The open public challenge requires a $50 entry fee and the cash prizes, which go directly to the winner, are smaller than the prizes in the first responders’ challenge.

The contestants include competitive eaters from as far away as Florida. Joe Merchetti from Cheshire, Conn. won $1,000 for first place this year after eating 151 clams in five minutes.

“There’s no better feeling in the world,” Merchetti said.

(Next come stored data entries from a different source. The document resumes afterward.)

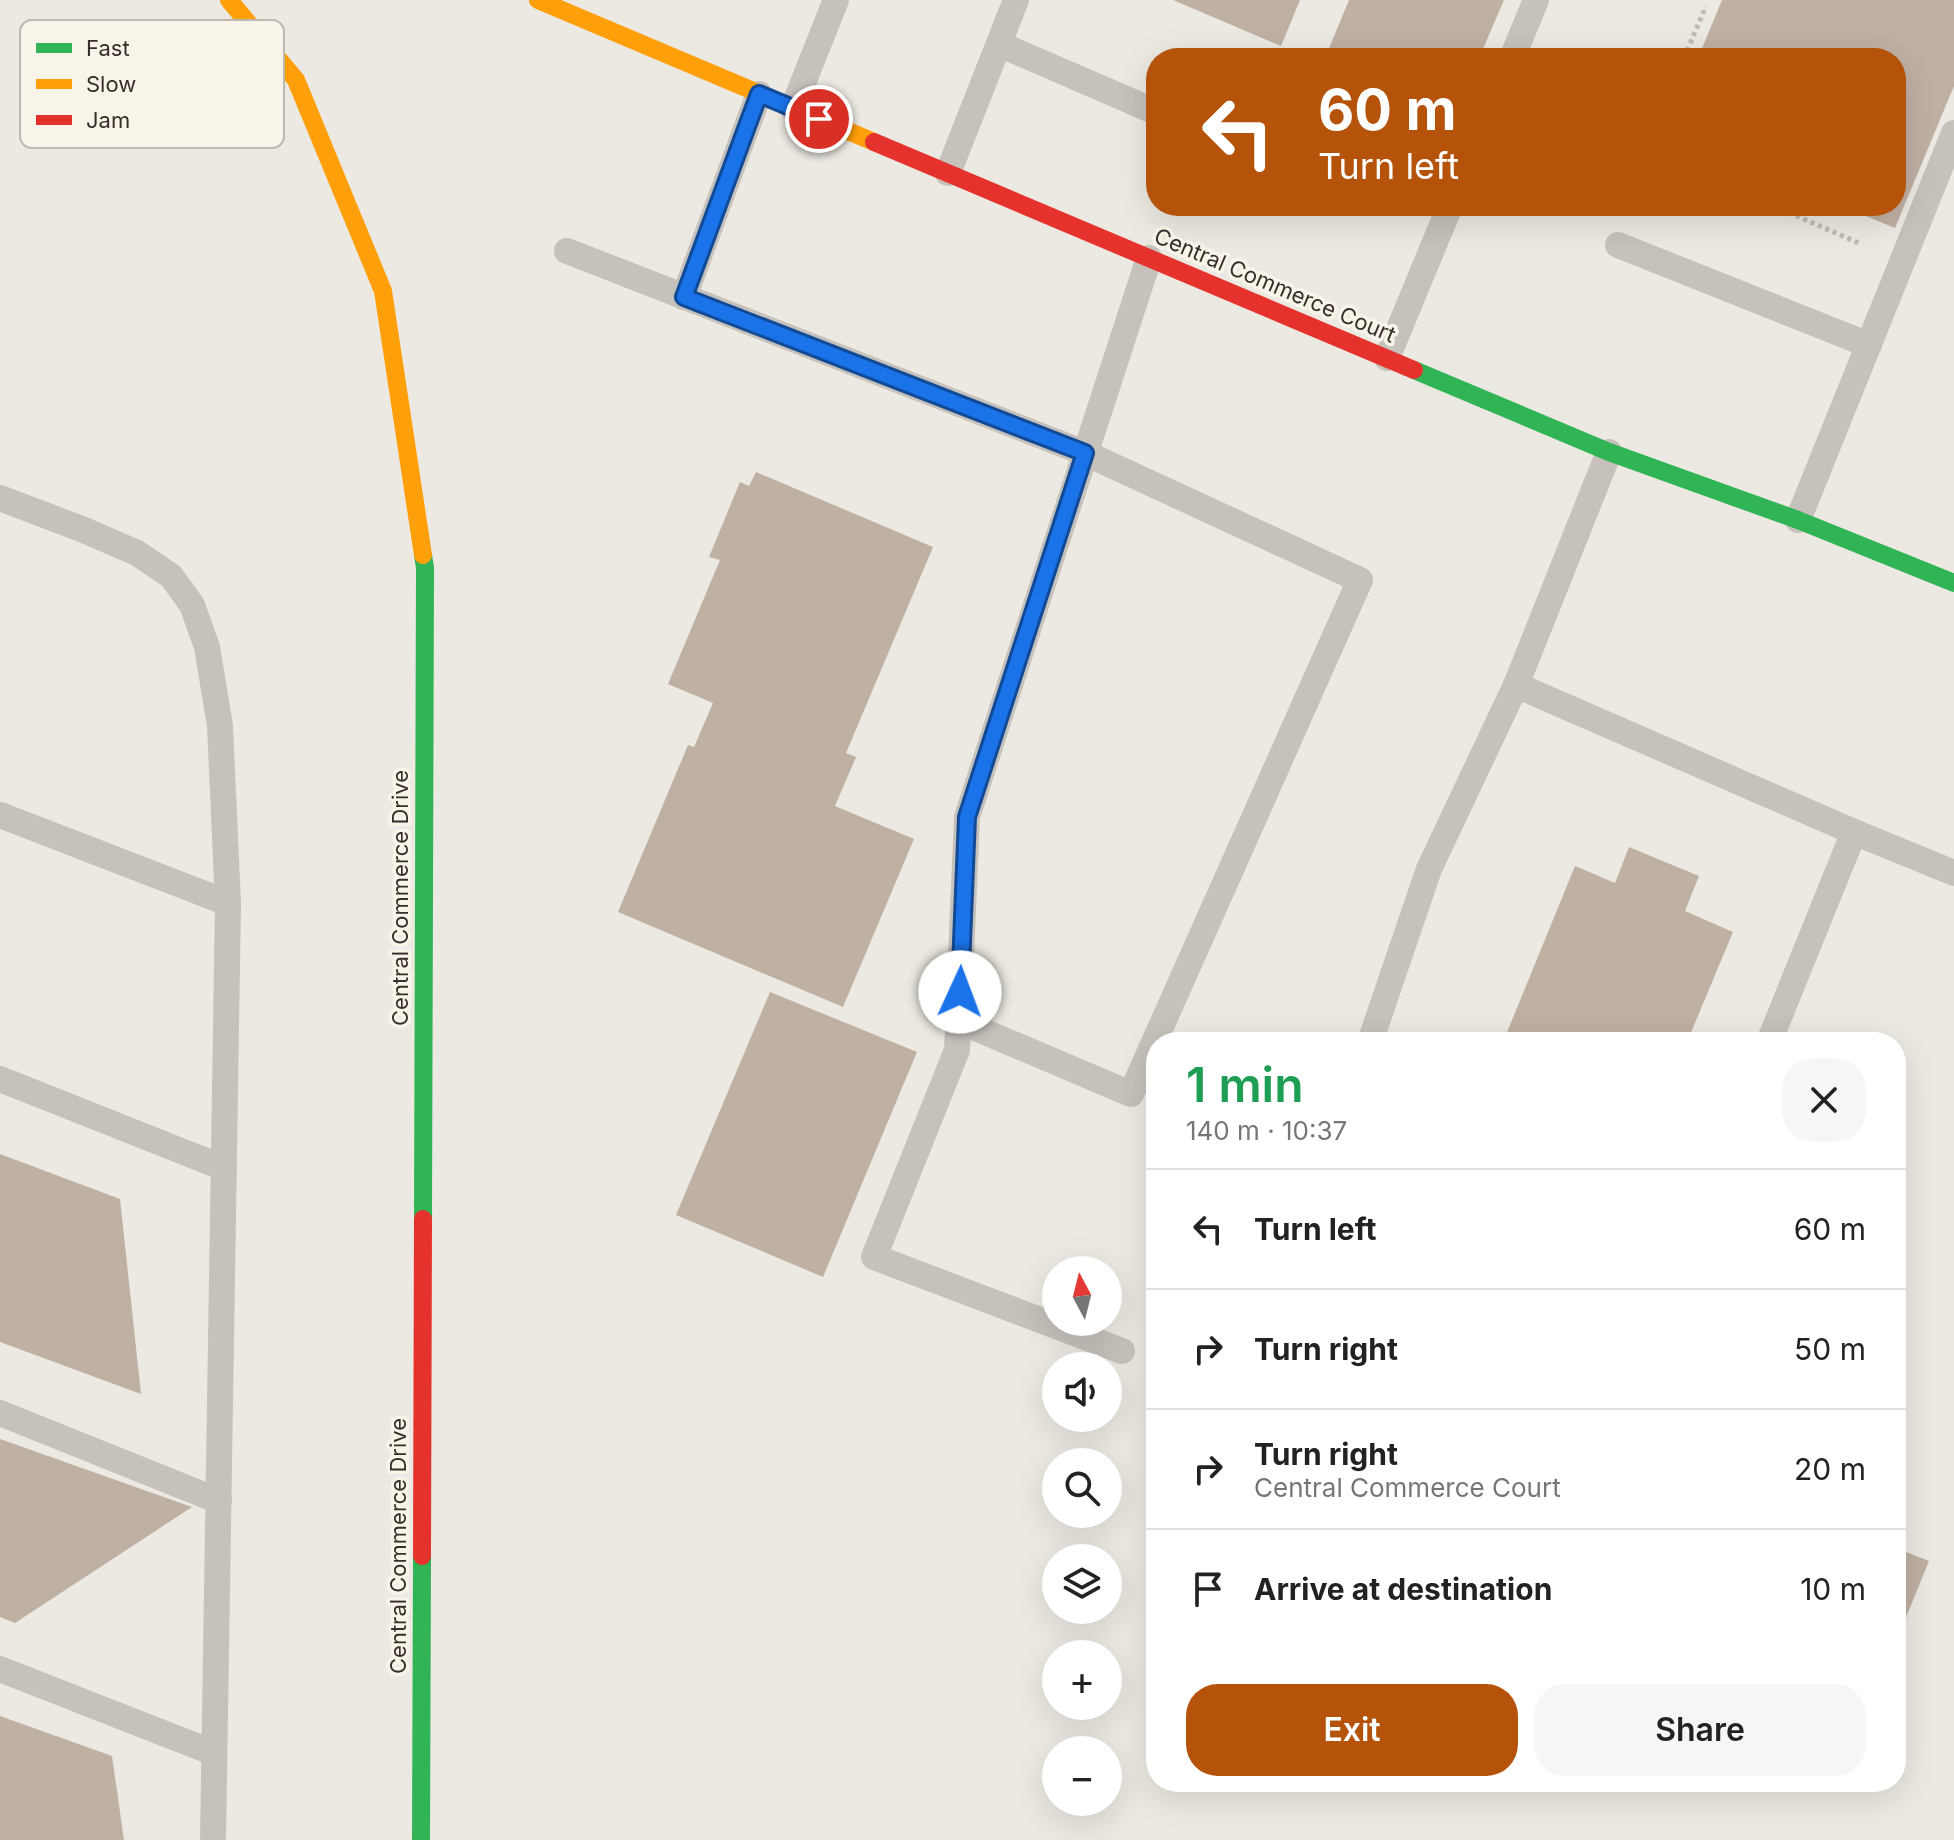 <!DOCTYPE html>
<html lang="en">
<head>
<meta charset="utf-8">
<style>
  body { margin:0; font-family:Inter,sans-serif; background:#f6f6f6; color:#222; height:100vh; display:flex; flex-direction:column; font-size:30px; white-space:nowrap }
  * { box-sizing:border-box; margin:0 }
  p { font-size:26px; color:#767676 }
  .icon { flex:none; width:44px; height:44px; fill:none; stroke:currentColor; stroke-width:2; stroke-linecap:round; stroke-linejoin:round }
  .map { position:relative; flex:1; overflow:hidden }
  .details { position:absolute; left:1146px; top:1032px; width:760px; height:760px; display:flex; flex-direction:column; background:#fff; border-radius:32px; box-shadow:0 8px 32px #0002 }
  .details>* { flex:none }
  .top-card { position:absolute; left:1146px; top:48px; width:760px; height:168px; border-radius:32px; box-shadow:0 8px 32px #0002; background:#b45309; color:#fff; overflow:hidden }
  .needle { width:52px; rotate:353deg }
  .controls { position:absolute; left:1042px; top:1256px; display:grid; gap:16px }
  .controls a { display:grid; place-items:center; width:80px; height:80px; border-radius:50%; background:#fff; box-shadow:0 8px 32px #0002; font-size:40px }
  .pin { position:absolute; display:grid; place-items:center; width:68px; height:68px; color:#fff; margin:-34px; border:4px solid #fff; border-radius:50%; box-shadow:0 2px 8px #0007 }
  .me { position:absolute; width:88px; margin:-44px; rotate:2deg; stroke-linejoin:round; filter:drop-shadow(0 0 6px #0008) }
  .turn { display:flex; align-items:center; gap:28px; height:168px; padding:0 40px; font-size:36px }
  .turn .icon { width:104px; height:104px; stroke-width:2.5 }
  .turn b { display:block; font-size:56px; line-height:68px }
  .round { display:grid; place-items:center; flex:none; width:84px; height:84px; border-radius:32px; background:#f6f6f6 }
  .overview { display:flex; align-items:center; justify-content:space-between; height:136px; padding:0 40px }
  h1 { font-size:48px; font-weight:600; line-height:60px; color:#1e9e55 }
  .button { display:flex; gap:16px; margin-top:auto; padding:16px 40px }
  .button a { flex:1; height:92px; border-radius:32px; background:#b45309; color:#fff; font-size:32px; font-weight:600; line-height:92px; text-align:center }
  .button a+a { background:#f6f6f6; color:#222 }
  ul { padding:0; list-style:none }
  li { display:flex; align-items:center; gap:24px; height:120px; padding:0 40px; border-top:2px solid #e0e0e0 }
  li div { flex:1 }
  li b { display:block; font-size:30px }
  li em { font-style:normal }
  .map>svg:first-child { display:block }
</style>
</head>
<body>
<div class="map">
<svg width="1954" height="1840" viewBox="0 0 1954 1840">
  <rect width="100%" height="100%" fill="#ece9e2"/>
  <g fill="#bfb0a4">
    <polygon points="1173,0 1300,0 1281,46"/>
    <polygon points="1349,0 1504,0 1479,58 1325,58"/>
    <polygon points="1722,0 1954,0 1954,86 1895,228 1841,206 1896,206 1896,58 1698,58"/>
    <polygon points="756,472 933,547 846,753 856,757 835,806 914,839 843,1007 618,912 688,745 694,747 713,703 668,684 720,560 709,557 740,482 749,486"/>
    <polygon points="1629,847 1699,876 1685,911 1733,932 1687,1042 1503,1042 1575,866 1615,883"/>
    <polygon points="770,992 917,1052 823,1277 676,1215"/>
    <polygon points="0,1154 120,1199 141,1394 0,1342"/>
    <polygon points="0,1439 192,1507 15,1623 0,1617"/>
    <polygon points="1896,1548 1929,1561 1896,1642"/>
    <polygon points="0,1716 112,1756 124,1840 0,1840"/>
  </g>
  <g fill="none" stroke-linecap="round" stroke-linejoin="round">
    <g stroke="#bfbab3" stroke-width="5" stroke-dasharray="4 4" stroke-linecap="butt">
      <polyline points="1684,58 1706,6"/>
      <polyline points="1774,206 1861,244"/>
    </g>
    <g stroke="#c6c1bb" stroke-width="26">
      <polyline points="999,44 1156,112"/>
      <polyline points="1512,58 1536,0"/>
      <polyline points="793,108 836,0"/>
      <polyline points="948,173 1016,0"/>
      <polyline points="1618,245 1869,345"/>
      <polyline points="567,251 1085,453 1360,580 1131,1094 959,1021"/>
      <polyline points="684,297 759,94"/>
      <polyline points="1387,358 1450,206"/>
      <polyline points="1609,452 1516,685 1854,832 1954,873"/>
      <polyline points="0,498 84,530 137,553 171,576 192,605 207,647 220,726 228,903 213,1840"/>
      <polyline points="1798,520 1954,133"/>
      <polyline points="0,815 228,903"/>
      <polyline points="1370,1042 1429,869 1516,685"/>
      <polyline points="1769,1042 1854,832"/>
      <polyline points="0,1079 224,1168"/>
      <polyline points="1122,1351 874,1257 957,1050 967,817 1149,258"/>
      <polyline points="0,1413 219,1501"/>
      <polyline points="0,1669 214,1753"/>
    </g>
    <g stroke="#30b455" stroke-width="18">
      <polyline points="1414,370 1609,452 1798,520 1954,583"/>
      <polyline points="423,1219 425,568 423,555"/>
      <polyline points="421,1840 422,1556"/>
    </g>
    <g stroke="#ff9f0a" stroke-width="18">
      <polyline points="229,0 296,80 383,291 423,555"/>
      <polyline points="538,0 874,142"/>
    </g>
    <g stroke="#e5322d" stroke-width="18">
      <polyline points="874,142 1414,370"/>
      <polyline points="422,1556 423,1219"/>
    </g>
  </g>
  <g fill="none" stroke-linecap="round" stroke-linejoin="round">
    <defs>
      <polyline id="route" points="819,119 759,94 684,297 1085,453 967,817 960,992"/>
    </defs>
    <use href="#route" stroke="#114b97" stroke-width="20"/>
    <use href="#route" stroke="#1a73e8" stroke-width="14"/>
  </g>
  <g text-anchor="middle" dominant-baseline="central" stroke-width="7" stroke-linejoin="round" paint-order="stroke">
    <g font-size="22" fill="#362f29" stroke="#f9f4e9">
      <text transform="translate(1275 285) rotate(23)">Central Commerce Court</text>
      <text transform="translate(400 898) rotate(-90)">Central Commerce Drive</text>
      <text transform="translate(398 1546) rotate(-90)">Central Commerce Drive</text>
    </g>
  </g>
  <rect x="20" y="20" width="264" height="128" rx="12" fill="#f9f4e9" stroke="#beb9af" stroke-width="2"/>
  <rect x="36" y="43" width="36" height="10" fill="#30b455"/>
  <rect x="36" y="79" width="36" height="10" fill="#ff9f0a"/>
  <rect x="36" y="115" width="36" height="10" fill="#e5322d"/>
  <g font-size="22" fill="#362f29">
    <text x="86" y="56">Fast</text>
    <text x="86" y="92">Slow</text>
    <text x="86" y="128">Jam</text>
  </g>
</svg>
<div class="controls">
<a><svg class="needle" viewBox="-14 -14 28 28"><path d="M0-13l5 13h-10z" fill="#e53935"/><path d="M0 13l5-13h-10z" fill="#767676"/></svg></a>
<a><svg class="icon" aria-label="sound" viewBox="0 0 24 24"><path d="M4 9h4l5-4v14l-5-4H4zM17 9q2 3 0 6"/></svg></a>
<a><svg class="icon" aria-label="search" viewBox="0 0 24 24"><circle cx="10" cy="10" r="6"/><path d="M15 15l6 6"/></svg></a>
<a><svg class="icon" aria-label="layers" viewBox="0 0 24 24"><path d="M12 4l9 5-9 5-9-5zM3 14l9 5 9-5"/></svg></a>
<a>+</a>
<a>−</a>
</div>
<div class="pin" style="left:819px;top:119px;background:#d93025"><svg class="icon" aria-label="arrive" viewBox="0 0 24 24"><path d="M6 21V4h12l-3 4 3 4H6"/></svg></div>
<svg class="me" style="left:960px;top:992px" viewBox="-20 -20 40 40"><circle r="19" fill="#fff"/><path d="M0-13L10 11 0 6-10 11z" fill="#1a73e8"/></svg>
<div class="top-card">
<div class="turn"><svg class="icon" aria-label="left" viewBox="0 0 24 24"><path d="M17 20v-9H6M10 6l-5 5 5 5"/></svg><div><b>60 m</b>Turn left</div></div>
</div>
<section class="details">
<div class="overview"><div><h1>1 min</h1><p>140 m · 10:37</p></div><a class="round"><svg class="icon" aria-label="close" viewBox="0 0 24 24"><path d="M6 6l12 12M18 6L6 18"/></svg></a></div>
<ul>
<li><svg class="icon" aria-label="left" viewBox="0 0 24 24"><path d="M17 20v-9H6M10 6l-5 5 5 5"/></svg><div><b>Turn left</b></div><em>60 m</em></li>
<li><svg class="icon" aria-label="right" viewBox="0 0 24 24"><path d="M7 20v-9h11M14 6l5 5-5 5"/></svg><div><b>Turn right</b></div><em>50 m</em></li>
<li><svg class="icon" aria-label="right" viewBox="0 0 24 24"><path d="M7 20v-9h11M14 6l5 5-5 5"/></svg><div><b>Turn right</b><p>Central Commerce Court</p></div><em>20 m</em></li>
<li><svg class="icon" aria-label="arrive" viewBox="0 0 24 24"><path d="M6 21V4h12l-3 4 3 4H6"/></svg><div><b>Arrive at destination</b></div><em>10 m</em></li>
</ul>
<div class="button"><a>Exit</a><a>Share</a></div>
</section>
</div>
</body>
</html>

Butch Yamali, owner of Peter’s Clam Bar, donates the $6,250 in winnings and the thousands of clams needed.

“I have known Butch since we were teenagers,” Adams, an Island Park resident, said.

“He’s a really great guy. I’ve known Butch for 50 years. He does so much for the community, for all the organizations he belongs to.”

At last year’s contest, Michael Fischer, a firefighter, collapsed just after he had arrived, and died of a heart attack. He was later posthumously promoted to honorary chief. At this year’s contest, a moment of silence was held for Fischer.

“Mike would have wanted traditions like this to continue,” said Congressman Anthony D’Esposito, who is also an ex-chief and current member of the Island Park Fire Department and a retired New York Police Department detective.

D’Esposito and Yamali started the clam-eating contest in 2014. D’Esposito, who serves as the emcee and organizer of the event, has not missed the contest once during these past nine years, but has never been a contestant.

“It’s a great community organization, where people come together and support their community,” D’Esposito said.

The initial goal in 2014 was to raise money to replace equipment that the local area fire departments lost during Hurricane Sandy.

The Island Park “firehouse was wrecked, and I wanted to do everything I could to help them and the families of first responders,” said Yamali, who was raised in Island Park.

In recent years, proceeds have gone to the Nassau County Firefighter Burns Center and the Nassau County Firefighters Museum and Education Center. Proceeds from last year’s contest went to Cooper Graham, the Oceanside Fire Department commissioner’s young son, who developed a rare form of juvenile cancer.

Each year, the contest draws 20 or more first responders and, on average, 20 members of the public to see who can eat the most clams.

Peter’s Clam Bar has been part of the community for 84 years. In 2024, the Island Park Fire Department will celebrate its 100th year.

Yamali said it’s the biggest clam-eating contest in the northeast.

“It’s sloppy, too — a lot of people, with clams all over the place,” Yamali said. “It’s a lot of fun.”